8:15 These two went down and prayed for them so that they would receive the Holy Spirit.
8:16 (For the Spirit had not yet come upon any of them, but they had only been baptized in the name of the Lord Jesus.)
8:17 Then Peter and John placed their hands on the Samaritans, and they received the Holy Spirit.
8:18 Now Simon, when he saw that the Spirit was given through the laying on of the apostles’ hands, offered them money,
8:19 saying, “Give me this power too, so that everyone I place my hands on may receive the Holy Spirit.”
8:20 But Peter said to him, “May your silver perish with you, because you thought you could acquire God’s gift with money!
8:21 You have no share or part in this matter because your heart is not right before God!
8:22 Therefore repent of this wickedness of yours, and pray to the Lord that he may perhaps forgive you for the intent of your heart.
8:23 For I see that you are bitterly envious and in bondage to sin.”
8:24 But Simon replied, “You pray to the Lord for me so that nothing of what you have said may happen to me.”
8:25 So after Peter and John had solemnly testified and spoken the word of the Lord, they started back to Jerusalem, proclaiming the good news to many Samaritan villages as they went.
Philip and the Ethiopian Eunuch
8:26 Then an angel of the Lord said to Philip, “Get up and go south on the road that goes down from Jerusalem to Gaza.” (This is a desert road.)
8:27 So he got up and went. There he met an Ethiopian eunuch, a court official of Candace, queen of the Ethiopians, who was in charge of all her treasury. He had come to Jerusalem to worship,
8:28 and was returning home, sitting in his chariot, reading the prophet Isaiah.
8:29 Then the Spirit said to Philip, “Go over and join this chariot.”

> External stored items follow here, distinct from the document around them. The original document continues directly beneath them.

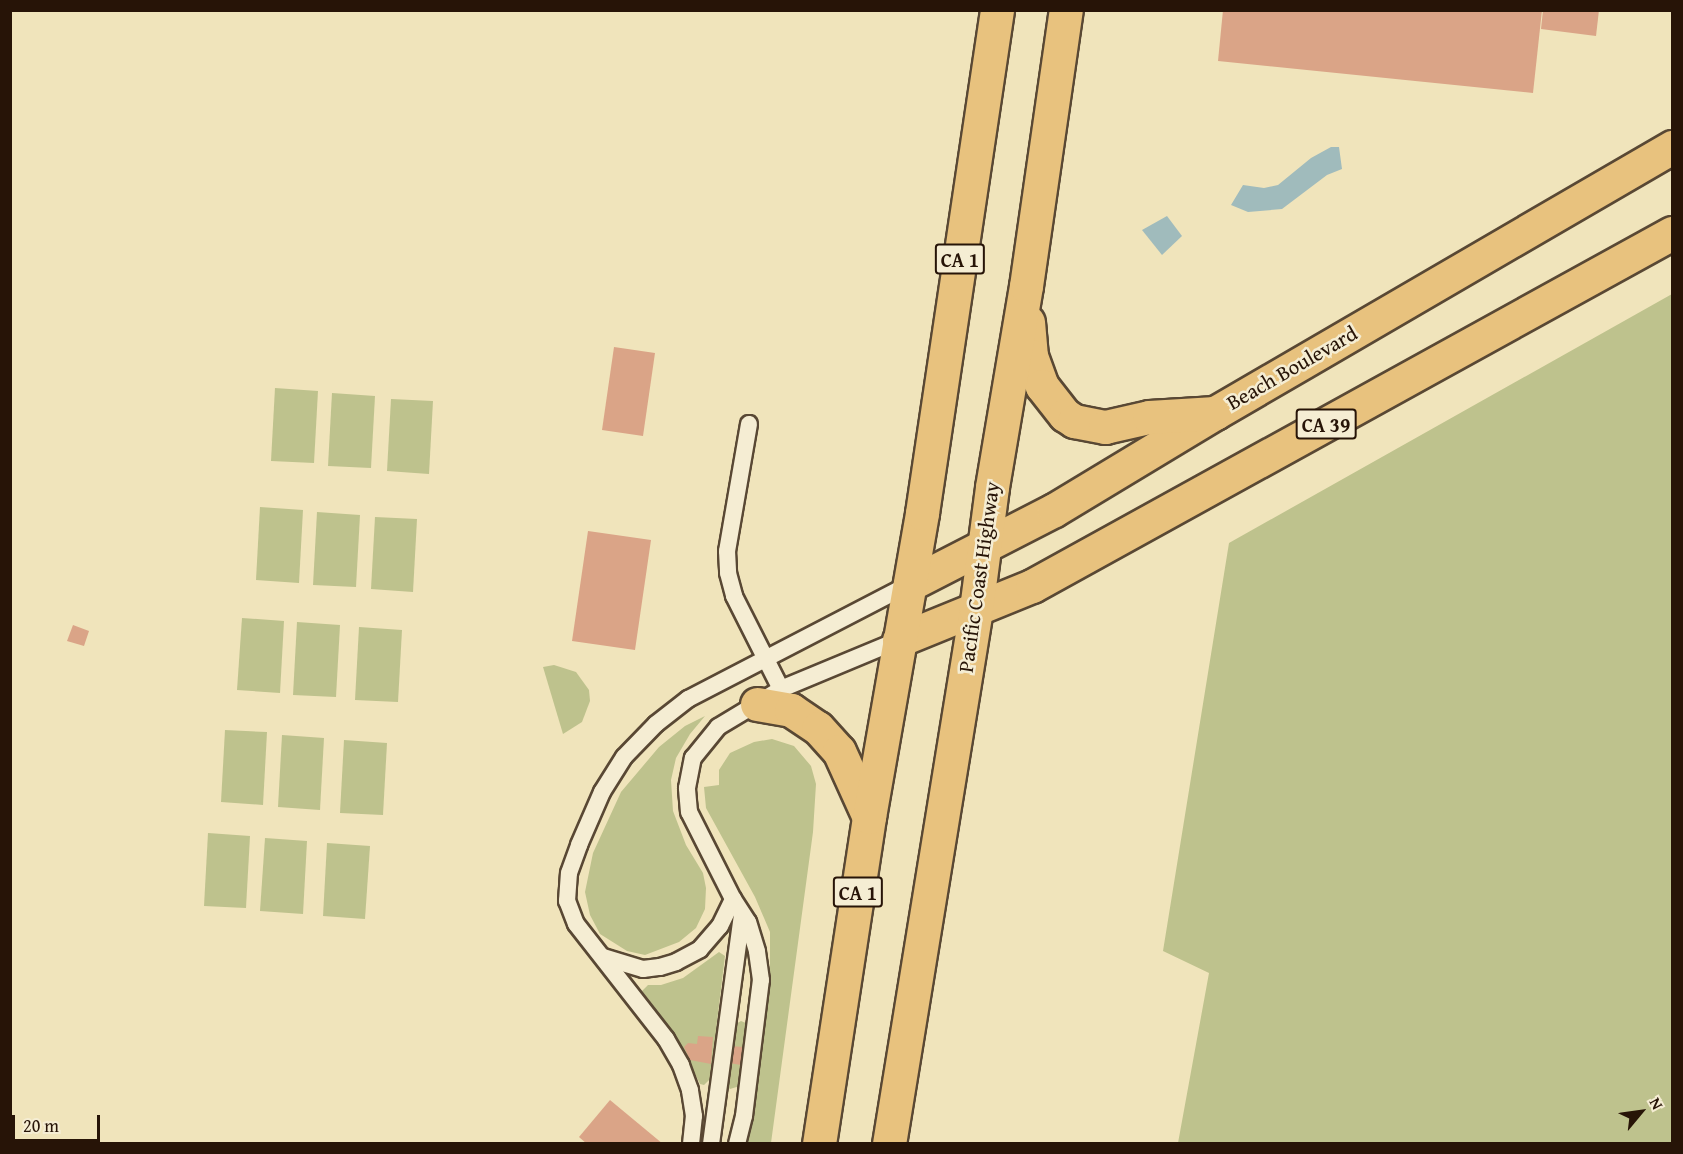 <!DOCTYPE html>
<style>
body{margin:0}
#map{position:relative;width:1683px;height:1154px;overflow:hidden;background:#f0e4bb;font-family:"Gentium Book Plus",serif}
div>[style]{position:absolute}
.green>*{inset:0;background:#bec28d}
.water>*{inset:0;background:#a0bbbc}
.building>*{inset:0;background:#daa487}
.roads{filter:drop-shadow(2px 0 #594834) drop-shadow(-2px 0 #594834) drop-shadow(0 2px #594834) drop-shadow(0 -2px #594834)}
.service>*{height:16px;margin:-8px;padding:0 8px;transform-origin:8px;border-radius:8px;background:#f5edd3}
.primary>*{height:33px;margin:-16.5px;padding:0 16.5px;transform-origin:16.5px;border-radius:16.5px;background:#e8c27e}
.trunk>*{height:33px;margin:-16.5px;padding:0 16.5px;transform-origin:16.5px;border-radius:16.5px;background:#e8c27e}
span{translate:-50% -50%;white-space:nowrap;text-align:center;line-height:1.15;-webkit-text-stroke:5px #f5edd3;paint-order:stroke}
.shield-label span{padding:2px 4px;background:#f5edd3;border:2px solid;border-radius:4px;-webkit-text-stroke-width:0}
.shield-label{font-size:20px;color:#271407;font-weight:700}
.street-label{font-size:21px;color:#271407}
.frame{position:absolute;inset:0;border:12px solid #271407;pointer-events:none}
.north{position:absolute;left:1611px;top:1082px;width:60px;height:60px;-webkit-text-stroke:4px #f5edd3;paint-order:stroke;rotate:61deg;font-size:16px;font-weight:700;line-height:24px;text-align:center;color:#271407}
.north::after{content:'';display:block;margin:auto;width:21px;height:27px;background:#271407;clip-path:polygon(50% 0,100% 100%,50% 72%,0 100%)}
.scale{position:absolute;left:12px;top:1115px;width:88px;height:27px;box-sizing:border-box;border:3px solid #271407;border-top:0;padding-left:8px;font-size:18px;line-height:21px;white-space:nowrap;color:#271407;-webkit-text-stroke:4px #f5edd3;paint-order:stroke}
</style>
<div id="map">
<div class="green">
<i style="clip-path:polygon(1672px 294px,1672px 1143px,1178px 1143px,1209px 973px,1163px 951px,1229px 543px)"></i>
<i style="clip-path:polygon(275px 388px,318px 391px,314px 463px,271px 461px)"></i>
<i style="clip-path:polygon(332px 393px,375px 396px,371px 468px,328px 466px)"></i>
<i style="clip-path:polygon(391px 399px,433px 401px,429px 474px,387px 471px)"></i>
<i style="clip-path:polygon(260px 507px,303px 510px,299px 583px,256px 580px)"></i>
<i style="clip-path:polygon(317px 512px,360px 515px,356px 587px,313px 585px)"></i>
<i style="clip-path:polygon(375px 517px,417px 519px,413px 592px,371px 589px)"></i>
<i style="clip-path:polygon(242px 618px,284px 621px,280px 693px,237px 690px)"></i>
<i style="clip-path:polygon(297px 622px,340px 625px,336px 697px,293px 695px)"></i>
<i style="clip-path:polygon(359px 627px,402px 630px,398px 702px,355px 700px)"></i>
<i style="clip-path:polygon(554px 665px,576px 672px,589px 690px,590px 701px,582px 722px,563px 734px,543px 667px)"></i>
<i style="clip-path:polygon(705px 716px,690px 734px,676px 758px,671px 780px,673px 811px,686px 845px,703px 873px,706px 888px,705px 909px,696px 928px,679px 942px,645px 955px,627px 951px,600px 934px,590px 915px,585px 892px,593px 853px,621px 792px,659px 747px,685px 726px)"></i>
<i style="clip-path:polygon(225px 730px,267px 732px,263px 805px,221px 802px)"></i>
<i style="clip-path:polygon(282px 735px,324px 738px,320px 810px,278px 807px)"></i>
<i style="clip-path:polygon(772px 739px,794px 746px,811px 766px,816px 784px,813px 832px,771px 1143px,747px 1143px,755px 1102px,770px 980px,770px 932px,755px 897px,706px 808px,704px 787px,719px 785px,719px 770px,730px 753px,754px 742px)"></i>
<i style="clip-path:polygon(344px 740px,387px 743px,383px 815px,340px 813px)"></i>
<i style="clip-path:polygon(208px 833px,250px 836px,246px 908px,204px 906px)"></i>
<i style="clip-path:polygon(265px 838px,307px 841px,303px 914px,260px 911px)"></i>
<i style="clip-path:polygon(327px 843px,370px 846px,365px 919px,323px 916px)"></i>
<i style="clip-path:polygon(719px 952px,725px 956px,710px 1079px,704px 1085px,700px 1084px,679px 1041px,642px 991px,648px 985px,661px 985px,683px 978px)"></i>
<i style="clip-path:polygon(741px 1021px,748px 1024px,740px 1086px,730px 1089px,725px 1084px,734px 1025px)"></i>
</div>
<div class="water">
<i style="clip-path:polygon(1331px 147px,1339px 147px,1342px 169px,1327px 175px,1282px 209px,1248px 212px,1231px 205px,1243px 185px,1264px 188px,1278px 185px,1311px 158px)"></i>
<i style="clip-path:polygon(1167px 216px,1182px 236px,1162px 255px,1142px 230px)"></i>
</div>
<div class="building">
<i style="clip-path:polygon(1223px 10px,1542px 10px,1533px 93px,1218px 61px)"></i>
<i style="clip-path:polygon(1543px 10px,1599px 10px,1596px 36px,1541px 29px)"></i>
<i style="clip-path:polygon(614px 347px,655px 353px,643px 436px,602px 430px)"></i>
<i style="clip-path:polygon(588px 531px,651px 540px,635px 650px,572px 641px)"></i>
<i style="clip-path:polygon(73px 625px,89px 631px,84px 646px,67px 641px)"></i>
<i style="clip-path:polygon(698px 1036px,713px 1037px,711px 1064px,690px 1060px,684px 1047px,688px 1043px,697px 1044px)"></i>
<i style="clip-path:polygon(731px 1046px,743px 1047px,741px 1065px,729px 1063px)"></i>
<i style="clip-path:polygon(610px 1100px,663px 1144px,587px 1144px,579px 1137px)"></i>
</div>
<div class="roads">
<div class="service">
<i style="left:749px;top:424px;width:129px;rotate:99.8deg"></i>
<i style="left:727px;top:551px;width:22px;rotate:87deg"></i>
<i style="left:728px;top:573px;width:24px;rotate:75deg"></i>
<i style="left:734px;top:596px;width:104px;rotate:63.2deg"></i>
<i style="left:603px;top:957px;width:42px;rotate:16.7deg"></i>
<i style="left:643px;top:969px;width:17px;rotate:-7deg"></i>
<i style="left:660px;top:967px;width:17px;rotate:-17deg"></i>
<i style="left:676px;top:962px;width:27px;rotate:-28deg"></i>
<i style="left:700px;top:949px;width:30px;rotate:-49deg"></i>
<i style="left:720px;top:926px;width:30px;rotate:-64deg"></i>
<i style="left:691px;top:1144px;width:28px;rotate:-84deg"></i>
<i style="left:694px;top:1116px;width:26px;rotate:-99deg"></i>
<i style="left:690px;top:1090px;width:27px;rotate:-110deg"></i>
<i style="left:681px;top:1065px;width:30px;rotate:-120deg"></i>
<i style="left:666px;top:1039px;width:146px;rotate:-128deg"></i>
<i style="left:576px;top:924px;width:25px;rotate:-111deg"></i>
<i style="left:567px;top:901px;width:28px;rotate:-86deg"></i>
<i style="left:569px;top:873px;width:30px;rotate:-70deg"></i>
<i style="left:579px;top:845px;width:58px;rotate:-66.5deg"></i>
<i style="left:602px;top:792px;width:41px;rotate:-57.8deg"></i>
<i style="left:624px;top:757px;width:46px;rotate:-45.9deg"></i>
<i style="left:656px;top:724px;width:41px;rotate:-38deg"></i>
<i style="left:688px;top:699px;width:250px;rotate:-27.4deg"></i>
<i style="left:711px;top:1144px;width:230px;rotate:-82.3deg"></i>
<i style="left:737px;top:1144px;width:29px;rotate:-76deg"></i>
<i style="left:744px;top:1116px;width:137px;rotate:-82.9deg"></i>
<i style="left:761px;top:980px;width:29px;rotate:-98deg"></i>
<i style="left:757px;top:951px;width:30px;rotate:-107deg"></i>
<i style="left:748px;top:922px;width:27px;rotate:-123deg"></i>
<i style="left:733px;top:899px;width:97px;rotate:-116.8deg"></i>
<i style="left:689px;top:812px;width:24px;rotate:-95deg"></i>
<i style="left:687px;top:788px;width:31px;rotate:-79deg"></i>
<i style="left:693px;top:758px;width:40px;rotate:-51deg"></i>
<i style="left:718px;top:727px;width:74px;rotate:-31.1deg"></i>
<i style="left:781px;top:689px;width:128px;rotate:-22.6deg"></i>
</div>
<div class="primary">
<i style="left:910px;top:584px;width:162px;rotate:-27.2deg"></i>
<i style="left:1054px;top:510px;width:188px;rotate:-31.1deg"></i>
<i style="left:1215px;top:413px;width:529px;rotate:-30.2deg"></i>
<i style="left:899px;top:640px;width:144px;rotate:-22.1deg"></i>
<i style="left:1032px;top:586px;width:731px;rotate:-28.88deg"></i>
</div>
<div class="trunk">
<i style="left:1028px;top:322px;width:34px;rotate:85deg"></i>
<i style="left:1031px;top:356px;width:32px;rotate:70deg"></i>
<i style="left:1042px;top:386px;width:37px;rotate:52deg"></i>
<i style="left:1065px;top:415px;width:11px;rotate:34deg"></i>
<i style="left:1074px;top:421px;width:32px;rotate:11deg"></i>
<i style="left:1105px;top:427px;width:45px;rotate:-12.8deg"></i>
<i style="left:1149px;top:417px;width:66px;rotate:-3.5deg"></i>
<i style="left:757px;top:704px;width:35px;rotate:10deg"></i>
<i style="left:791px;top:710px;width:32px;rotate:34deg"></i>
<i style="left:818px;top:728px;width:31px;rotate:48deg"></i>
<i style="left:839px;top:751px;width:72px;rotate:65.6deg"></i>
<i style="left:819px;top:1144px;width:331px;rotate:-81.3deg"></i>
<i style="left:869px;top:817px;width:309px;rotate:-80.1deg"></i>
<i style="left:922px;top:513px;width:509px;rotate:-81.52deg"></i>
<i style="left:889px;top:1144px;width:542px;rotate:-80.76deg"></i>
<i style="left:976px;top:609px;width:123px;rotate:-82.5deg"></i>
<i style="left:992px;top:487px;width:204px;rotate:-80.4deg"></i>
<i style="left:1026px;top:286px;width:279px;rotate:-81.8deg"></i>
</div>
</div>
<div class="shield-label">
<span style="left:960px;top:259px">CA 1</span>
<span style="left:1326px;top:424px">CA 39</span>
<span style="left:858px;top:892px">CA 1</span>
</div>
<div class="street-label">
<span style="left:1292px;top:368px;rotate:-30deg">Beach Boulevard</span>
<span style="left:979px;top:577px;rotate:-82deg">Pacific Coast Highway</span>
</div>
<div class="frame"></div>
<div class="north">N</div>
<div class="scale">20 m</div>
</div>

8:30 So Philip ran up to it and heard the man reading Isaiah the prophet. He asked him, “Do you understand what you’re reading?”
8:31 The man replied, “How in the world can I, unless someone guides me?” So he invited Philip to come up and sit with him.

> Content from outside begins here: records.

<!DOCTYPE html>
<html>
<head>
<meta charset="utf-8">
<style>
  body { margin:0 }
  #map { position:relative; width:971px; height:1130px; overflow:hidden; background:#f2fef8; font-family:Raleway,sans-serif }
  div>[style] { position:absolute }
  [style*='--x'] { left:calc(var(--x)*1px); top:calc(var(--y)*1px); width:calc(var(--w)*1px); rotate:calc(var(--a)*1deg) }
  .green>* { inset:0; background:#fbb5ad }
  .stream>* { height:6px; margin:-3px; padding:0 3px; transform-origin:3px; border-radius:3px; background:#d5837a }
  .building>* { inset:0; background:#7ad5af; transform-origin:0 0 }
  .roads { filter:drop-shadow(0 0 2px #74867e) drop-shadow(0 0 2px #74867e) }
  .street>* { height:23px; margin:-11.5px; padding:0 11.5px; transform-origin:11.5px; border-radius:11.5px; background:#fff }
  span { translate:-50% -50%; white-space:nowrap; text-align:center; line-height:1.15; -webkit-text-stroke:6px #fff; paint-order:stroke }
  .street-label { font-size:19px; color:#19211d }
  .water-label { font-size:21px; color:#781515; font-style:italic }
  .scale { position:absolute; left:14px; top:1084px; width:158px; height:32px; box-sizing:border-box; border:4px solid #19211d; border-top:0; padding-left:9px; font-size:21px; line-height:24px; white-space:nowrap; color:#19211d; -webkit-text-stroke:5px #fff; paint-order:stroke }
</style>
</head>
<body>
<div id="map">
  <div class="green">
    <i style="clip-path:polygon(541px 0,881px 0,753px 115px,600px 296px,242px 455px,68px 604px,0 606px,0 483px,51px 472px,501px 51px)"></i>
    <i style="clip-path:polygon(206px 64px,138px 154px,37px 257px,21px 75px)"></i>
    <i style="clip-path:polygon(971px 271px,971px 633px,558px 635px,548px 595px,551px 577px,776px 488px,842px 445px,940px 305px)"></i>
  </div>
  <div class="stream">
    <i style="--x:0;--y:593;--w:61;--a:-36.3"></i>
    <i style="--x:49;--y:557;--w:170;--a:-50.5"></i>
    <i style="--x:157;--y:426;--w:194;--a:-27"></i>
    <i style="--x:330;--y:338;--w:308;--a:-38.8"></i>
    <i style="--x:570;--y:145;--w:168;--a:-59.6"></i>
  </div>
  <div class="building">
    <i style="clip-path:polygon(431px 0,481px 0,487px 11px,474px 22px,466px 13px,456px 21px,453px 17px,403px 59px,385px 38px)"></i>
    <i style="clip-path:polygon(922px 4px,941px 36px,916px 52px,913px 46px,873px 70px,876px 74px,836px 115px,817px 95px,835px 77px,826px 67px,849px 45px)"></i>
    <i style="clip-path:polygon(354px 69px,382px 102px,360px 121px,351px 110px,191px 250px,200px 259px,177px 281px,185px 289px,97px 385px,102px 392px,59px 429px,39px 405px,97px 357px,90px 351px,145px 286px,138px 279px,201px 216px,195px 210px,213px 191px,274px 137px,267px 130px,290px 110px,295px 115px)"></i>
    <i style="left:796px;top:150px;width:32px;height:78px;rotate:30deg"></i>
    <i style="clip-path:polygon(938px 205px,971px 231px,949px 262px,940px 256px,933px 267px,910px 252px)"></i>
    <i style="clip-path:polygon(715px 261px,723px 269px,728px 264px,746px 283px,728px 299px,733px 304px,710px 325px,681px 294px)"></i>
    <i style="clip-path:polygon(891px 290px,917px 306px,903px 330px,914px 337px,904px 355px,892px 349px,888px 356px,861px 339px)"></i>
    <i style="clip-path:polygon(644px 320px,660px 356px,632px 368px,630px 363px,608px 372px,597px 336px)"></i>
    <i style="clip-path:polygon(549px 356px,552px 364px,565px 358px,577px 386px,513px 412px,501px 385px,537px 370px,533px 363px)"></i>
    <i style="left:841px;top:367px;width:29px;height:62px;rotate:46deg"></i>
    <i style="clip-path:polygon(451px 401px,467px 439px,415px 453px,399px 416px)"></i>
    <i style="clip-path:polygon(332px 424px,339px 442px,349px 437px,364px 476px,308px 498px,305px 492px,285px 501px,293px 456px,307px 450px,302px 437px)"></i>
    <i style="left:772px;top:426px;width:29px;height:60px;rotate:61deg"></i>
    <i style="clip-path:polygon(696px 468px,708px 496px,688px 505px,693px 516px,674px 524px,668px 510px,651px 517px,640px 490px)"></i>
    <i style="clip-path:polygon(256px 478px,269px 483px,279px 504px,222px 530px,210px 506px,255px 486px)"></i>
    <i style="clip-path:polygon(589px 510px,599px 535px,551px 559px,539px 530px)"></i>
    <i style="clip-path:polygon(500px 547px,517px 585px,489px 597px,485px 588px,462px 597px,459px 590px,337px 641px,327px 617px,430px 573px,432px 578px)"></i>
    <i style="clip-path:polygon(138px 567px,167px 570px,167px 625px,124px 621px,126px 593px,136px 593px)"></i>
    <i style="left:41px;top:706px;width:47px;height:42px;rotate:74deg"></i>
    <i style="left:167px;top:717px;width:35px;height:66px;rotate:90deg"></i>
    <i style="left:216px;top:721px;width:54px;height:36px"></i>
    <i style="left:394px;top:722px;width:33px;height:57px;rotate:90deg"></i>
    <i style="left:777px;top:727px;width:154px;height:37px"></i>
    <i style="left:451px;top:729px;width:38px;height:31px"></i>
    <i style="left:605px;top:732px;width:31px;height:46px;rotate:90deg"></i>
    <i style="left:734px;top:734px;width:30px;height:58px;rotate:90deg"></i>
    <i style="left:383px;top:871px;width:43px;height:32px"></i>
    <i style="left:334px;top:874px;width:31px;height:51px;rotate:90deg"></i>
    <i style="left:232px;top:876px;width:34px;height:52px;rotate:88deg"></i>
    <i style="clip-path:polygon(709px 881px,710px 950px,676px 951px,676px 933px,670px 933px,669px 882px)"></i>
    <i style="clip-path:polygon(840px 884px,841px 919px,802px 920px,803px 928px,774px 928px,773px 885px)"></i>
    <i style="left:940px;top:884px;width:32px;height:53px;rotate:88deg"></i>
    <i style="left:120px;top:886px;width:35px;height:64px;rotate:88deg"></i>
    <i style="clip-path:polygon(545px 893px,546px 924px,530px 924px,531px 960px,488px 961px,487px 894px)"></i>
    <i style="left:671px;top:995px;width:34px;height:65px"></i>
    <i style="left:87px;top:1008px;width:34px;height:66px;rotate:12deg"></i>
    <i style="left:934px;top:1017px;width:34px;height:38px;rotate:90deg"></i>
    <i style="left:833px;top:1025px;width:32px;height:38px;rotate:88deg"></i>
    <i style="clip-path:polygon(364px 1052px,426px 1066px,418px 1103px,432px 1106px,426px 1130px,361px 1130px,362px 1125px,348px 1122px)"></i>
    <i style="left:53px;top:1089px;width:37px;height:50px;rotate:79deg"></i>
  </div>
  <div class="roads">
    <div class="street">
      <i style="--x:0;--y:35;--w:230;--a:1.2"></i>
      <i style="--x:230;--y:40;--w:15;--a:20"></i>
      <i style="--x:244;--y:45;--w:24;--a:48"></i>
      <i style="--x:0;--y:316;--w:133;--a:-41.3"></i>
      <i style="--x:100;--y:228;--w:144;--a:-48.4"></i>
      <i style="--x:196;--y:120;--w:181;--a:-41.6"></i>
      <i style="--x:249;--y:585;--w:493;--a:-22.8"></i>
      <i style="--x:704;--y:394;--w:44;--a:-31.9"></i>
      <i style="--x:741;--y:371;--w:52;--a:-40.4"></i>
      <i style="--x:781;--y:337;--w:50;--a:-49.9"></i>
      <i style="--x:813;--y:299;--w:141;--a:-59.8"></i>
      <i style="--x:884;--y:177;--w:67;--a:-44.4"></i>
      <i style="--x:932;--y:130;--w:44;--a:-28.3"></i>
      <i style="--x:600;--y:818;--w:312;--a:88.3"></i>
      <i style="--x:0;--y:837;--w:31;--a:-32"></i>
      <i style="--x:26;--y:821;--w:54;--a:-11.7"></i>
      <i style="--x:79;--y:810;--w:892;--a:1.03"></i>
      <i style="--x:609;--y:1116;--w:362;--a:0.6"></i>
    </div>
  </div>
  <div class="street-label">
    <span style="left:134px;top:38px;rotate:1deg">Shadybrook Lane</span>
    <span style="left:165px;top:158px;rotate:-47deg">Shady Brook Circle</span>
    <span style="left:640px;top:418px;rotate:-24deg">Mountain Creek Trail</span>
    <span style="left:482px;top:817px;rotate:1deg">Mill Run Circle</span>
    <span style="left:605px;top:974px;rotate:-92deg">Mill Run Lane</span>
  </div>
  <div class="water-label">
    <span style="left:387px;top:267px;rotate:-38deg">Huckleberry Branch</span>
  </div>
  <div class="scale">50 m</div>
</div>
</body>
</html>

8:32 Now the passage of scripture the man was reading was this:
“He was led like a sheep to slaughter,
and like a lamb before its shearer is silent,
so he did not open his mouth.
8:33 In humiliation justice was taken from him.
Who can describe his posterity?
For his life was taken away from the earth.”
8:34 Then the eunuch said to Philip, “Please tell me, who is the prophet saying this about – himself or someone else?”
8:35 So Philip started speaking, and beginning with this scripture proclaimed the good news about Jesus to him.
8:36 Now as they were going along the road, they came to some water, and the eunuch said, “Look, there is water! What is to stop me from being baptized?”
8:37 [[EMPTY]]
8:38 So he ordered the chariot to stop, and both Philip and the eunuch went down into the water, and Philip baptized him.
8:39 Now when they came up out of the water, the Spirit of the Lord snatched Philip away, and the eunuch did not see him any more, but went on his way rejoicing.
8:40 Philip, however, found himself at Azotus, and as he passed through the area, he proclaimed the good news to all the towns until he came to Caesarea.